§ **What you need to do**:
Print exactly the lines that run from the first line of the material to the line containing "I need the bounding box of all labels, markers", both ends included, and skip the pictures.

§ **Source material**:
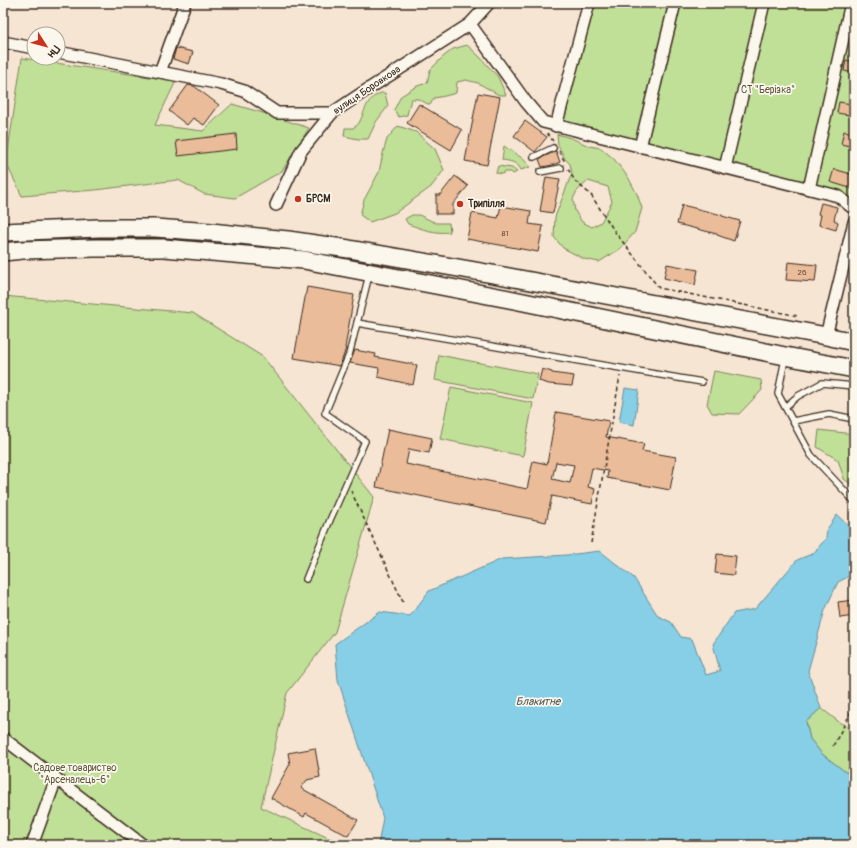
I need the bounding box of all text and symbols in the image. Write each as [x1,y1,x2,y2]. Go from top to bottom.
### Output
north arrow [26,26,66,66]
text: Пн [45,43,62,61]
street label: вулиця Боровкова [331,63,403,117]
park label: СТ "Берізка" [741,84,795,96]
place label: БРСМ [306,193,330,205]
marker: БРСМ [293,194,303,204]
place label: Трипілля [467,198,505,210]
marker: Трипілля [455,199,465,209]
house number: 81 [501,229,509,238]
house number: 26 [797,268,807,277]
water label: Блакитне [516,695,562,708]
park label: Садове товариство "Арсеналець-6" [33,762,117,786]

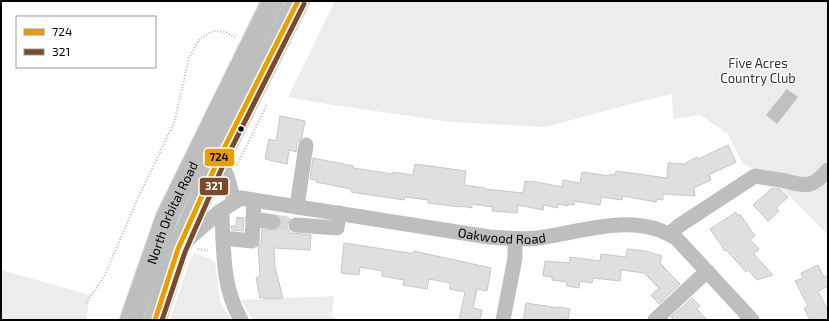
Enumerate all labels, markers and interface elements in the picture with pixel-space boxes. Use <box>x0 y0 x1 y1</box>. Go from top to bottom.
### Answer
legend <box>16 16 156 68</box>
text: 724 <box>52 24 72 38</box>
text: 321 <box>52 44 70 58</box>
park label: Five Acres Country Club <box>720 55 796 86</box>
unlabelled marker <box>236 124 246 134</box>
line badge: 724 <box>204 148 235 167</box>
text: 724 <box>209 150 229 163</box>
street label: North Orbital Road <box>143 159 201 266</box>
line badge: 321 <box>199 177 229 196</box>
text: 321 <box>205 179 223 192</box>
street label: Oakwood Road <box>457 224 547 247</box>

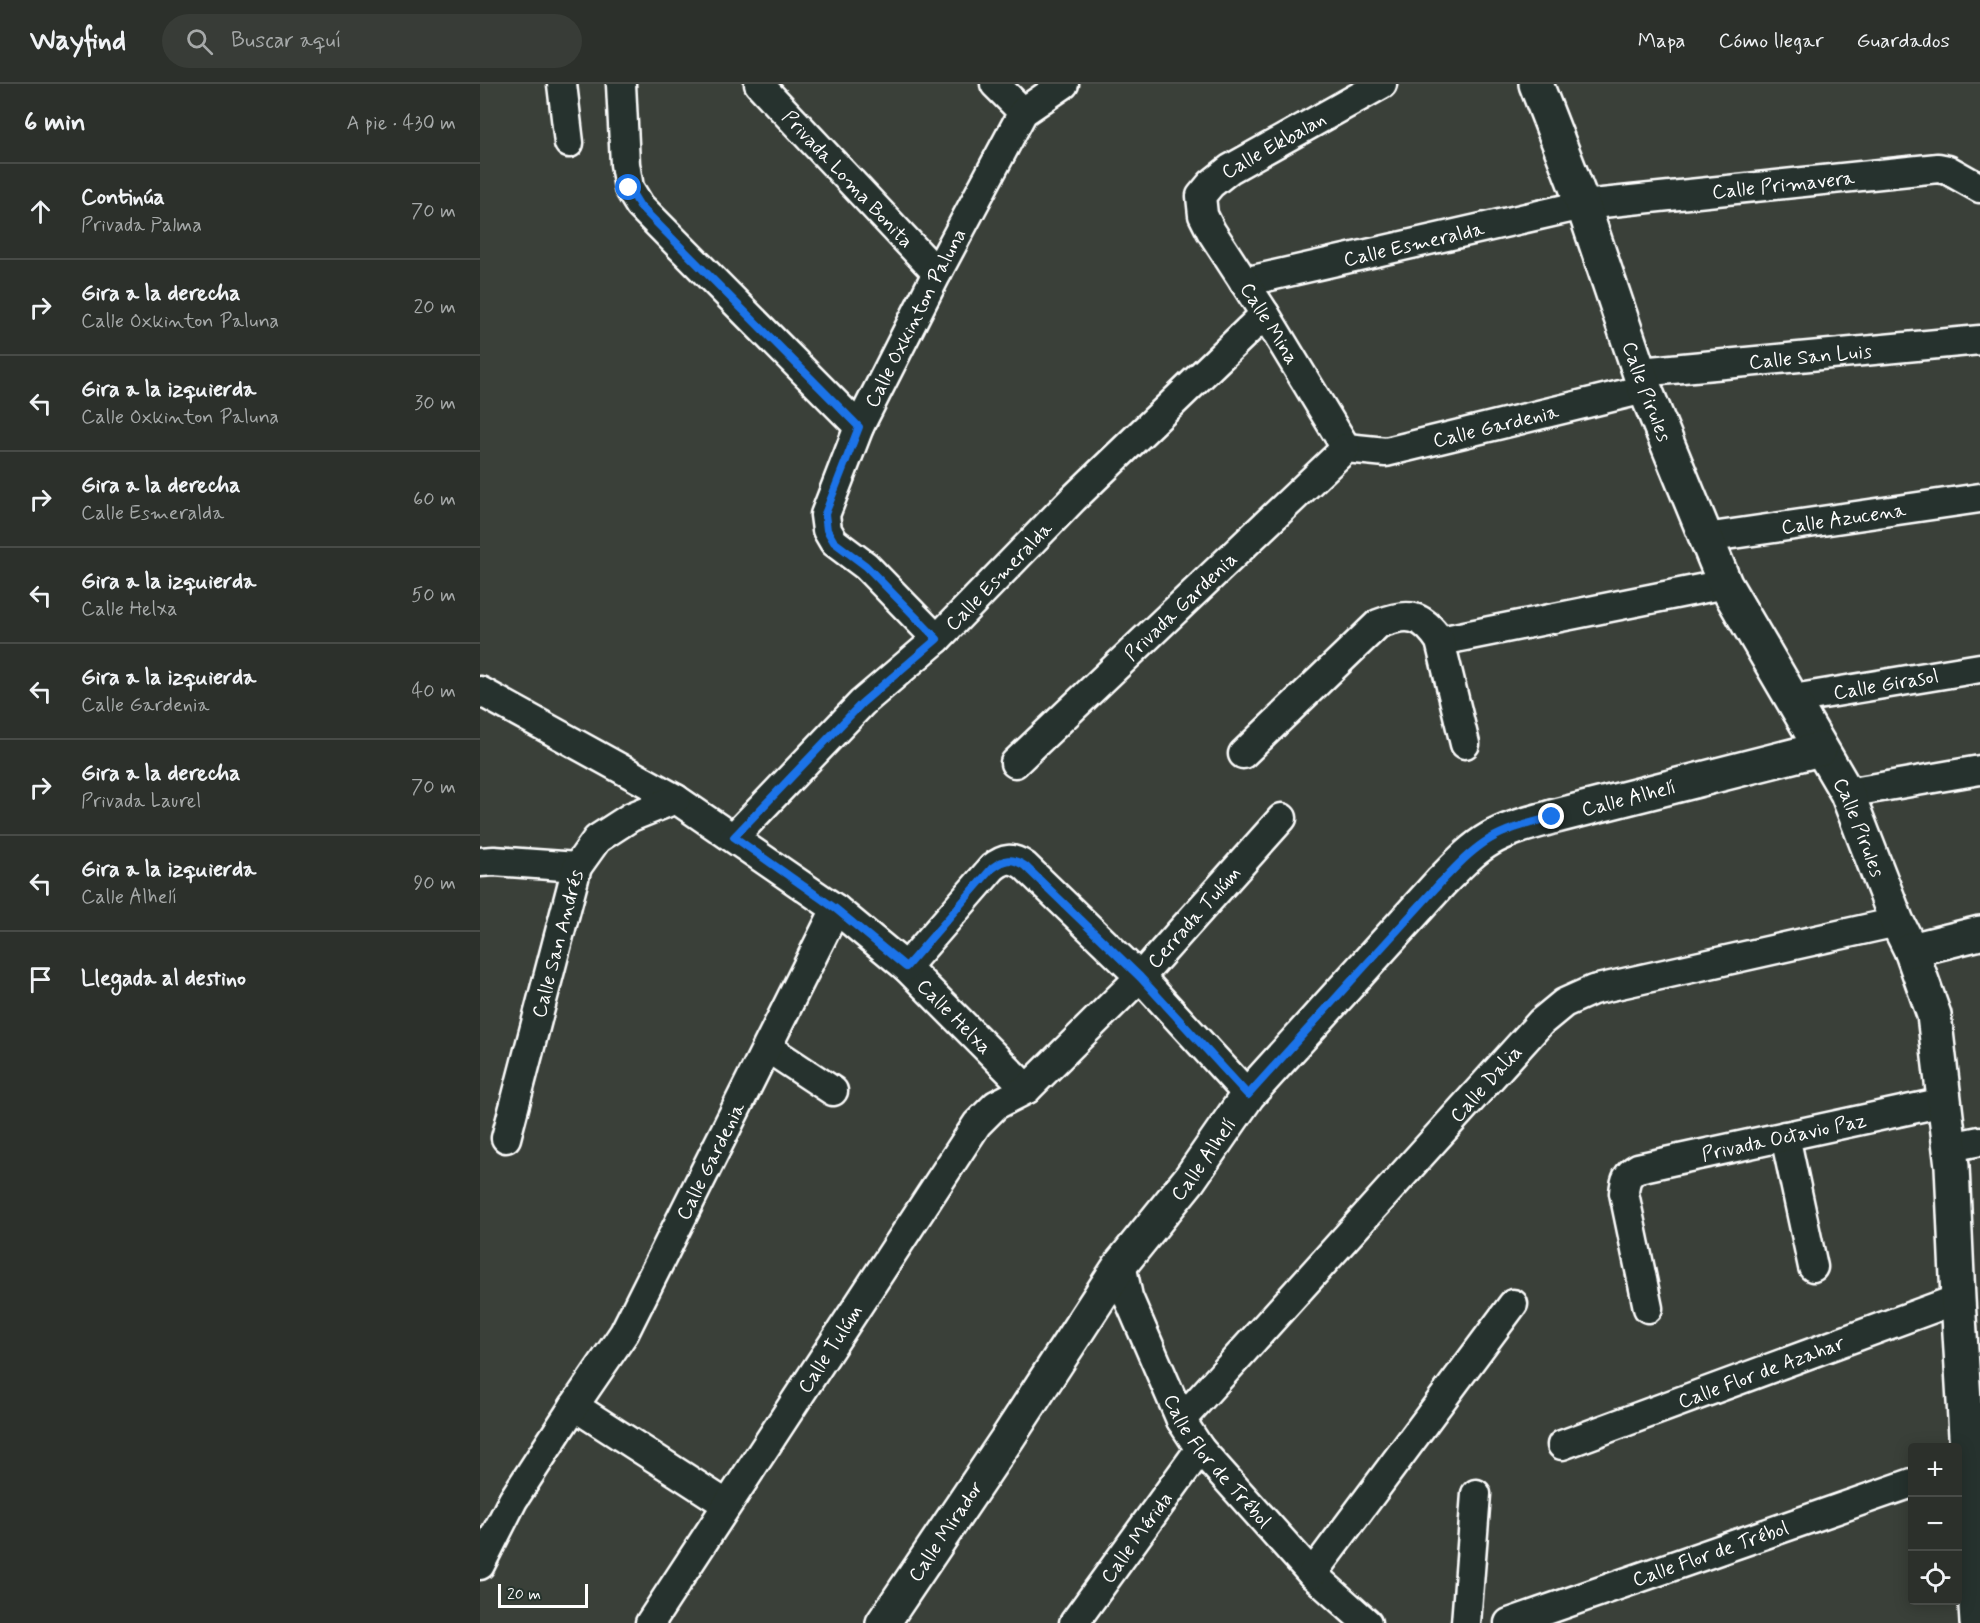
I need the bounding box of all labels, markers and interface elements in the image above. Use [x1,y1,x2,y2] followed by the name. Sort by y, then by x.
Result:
[162,14,582,68] search box
[30,23,126,60] text: Wayfind
[183,25,216,58] icon: search
[231,27,342,55] text: Buscar aquí
[1638,27,1686,55] text: Mapa
[1719,27,1824,55] text: Cómo llegar
[1857,27,1950,55] text: Guardados
[775,105,919,255] street label: Privada Loma Bonita
[24,106,86,140] text: 6 min
[1216,106,1331,186] street label: Calle Ekbalan
[347,110,456,137] text: A pie · 430 m
[1711,165,1857,206] street label: Calle Primavera
[615,174,641,200] route start
[81,184,165,212] text: Continúa
[24,195,57,228] icon: ahead
[411,198,456,225] text: 70 m
[81,212,202,239] text: Privada Palma
[1341,216,1488,274] street label: Calle Esmeralda
[859,224,973,413] street label: Calle Oxkinton Paluna
[1233,278,1305,370] street label: Calle Mina
[81,280,241,308] text: Gira a la derecha
[24,291,57,324] icon: right
[413,294,456,321] text: 20 m
[81,308,279,335] text: Calle Oxkinton Paluna
[1615,338,1677,446] street label: Calle Pirules
[1748,338,1873,377] street label: Calle San Luis
[81,376,256,404] text: Gira a la izquierda
[24,387,57,420] icon: left
[414,390,456,417] text: 30 m
[1430,398,1563,455] street label: Calle Gardenia
[81,404,279,431] text: Calle Oxkinton Paluna
[81,472,241,500] text: Gira a la derecha
[24,483,57,516] icon: right
[413,486,456,513] text: 60 m
[1780,497,1909,542] street label: Calle Azucena
[81,500,224,527] text: Calle Esmeralda
[940,515,1060,638] street label: Calle Esmeralda
[1119,546,1244,667] street label: Privada Gardenia
[81,568,256,596] text: Gira a la izquierda
[24,579,57,612] icon: left
[411,582,456,609] text: 50 m
[81,596,178,623] text: Calle Helxa
[1831,663,1941,707] street label: Calle Girasol
[81,664,256,692] text: Gira a la izquierda
[24,675,57,708] icon: left
[412,678,456,705] text: 40 m
[81,692,209,719] text: Calle Gardenia
[81,760,241,788] text: Gira a la derecha
[24,771,57,804] icon: right
[1826,773,1890,881] street label: Calle Pirules
[411,774,456,801] text: 70 m
[1579,774,1679,824] street label: Calle Alhelí
[81,788,201,815] text: Privada Laurel
[1538,803,1564,829] route end
[81,856,256,884] text: Gira a la izquierda
[1142,861,1248,975] street label: Cerrada Tulúm
[24,867,57,900] icon: left
[526,867,591,1021] street label: Calle San Andrés
[413,870,456,897] text: 90 m
[81,884,177,911] text: Calle Alhelí
[24,963,57,996] icon: arrive
[81,965,246,993] text: Llegada al destino
[910,973,997,1061] street label: Calle Helxa
[1444,1040,1529,1129] street label: Calle Dalia
[671,1097,753,1225] street label: Calle Gardenia
[1699,1107,1869,1169] street label: Privada Octavio Paz
[1165,1113,1243,1207] street label: Calle Alhelí
[792,1300,870,1399] street label: Calle Tulúm
[1674,1330,1849,1416] street label: Calle Flor de Azahar
[1156,1390,1277,1535] street label: Calle Flor de Trébol
[1908,1443,1962,1605] map controls
[1908,1443,1962,1497] button: +
[902,1476,990,1588] street label: Calle Mirador
[1095,1487,1180,1589] street label: Calle Mérida
[1908,1497,1962,1551] button: −
[1629,1515,1792,1594] street label: Calle Flor de Trébol
[1908,1551,1962,1605] button: locate
[498,1581,588,1608] scale bar
[507,1584,541,1605] text: 20 m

§ **Final answer**:
I need the bounding box of all text and symbols in the image. Write each as [x1,y1,x2,y2]. Go from top to bottom.
### Output
north arrow [26,26,66,66]
text: Пн [45,43,62,61]
street label: вулиця Боровкова [331,63,403,117]
park label: СТ "Берізка" [741,84,795,96]
place label: БРСМ [306,193,330,205]
marker: БРСМ [293,194,303,204]
place label: Трипілля [467,198,505,210]
marker: Трипілля [455,199,465,209]
house number: 81 [501,229,509,238]
house number: 26 [797,268,807,277]
water label: Блакитне [516,695,562,708]
park label: Садове товариство "Арсеналець-6" [33,762,117,786]

Enumerate all labels, markers and interface elements in the picture with pixel-space boxes. Use <box>x0 y0 x1 y1</box>. Go from top to bottom.
### Answer
legend <box>16 16 156 68</box>
text: 724 <box>52 24 72 38</box>
text: 321 <box>52 44 70 58</box>
park label: Five Acres Country Club <box>720 55 796 86</box>
unlabelled marker <box>236 124 246 134</box>
line badge: 724 <box>204 148 235 167</box>
text: 724 <box>209 150 229 163</box>
street label: North Orbital Road <box>143 159 201 266</box>
line badge: 321 <box>199 177 229 196</box>
text: 321 <box>205 179 223 192</box>
street label: Oakwood Road <box>457 224 547 247</box>

I need the bounding box of all labels, markers and interface elements in the image above. Use [x1,y1,x2,y2] followed by the name. Sort by y, then by x.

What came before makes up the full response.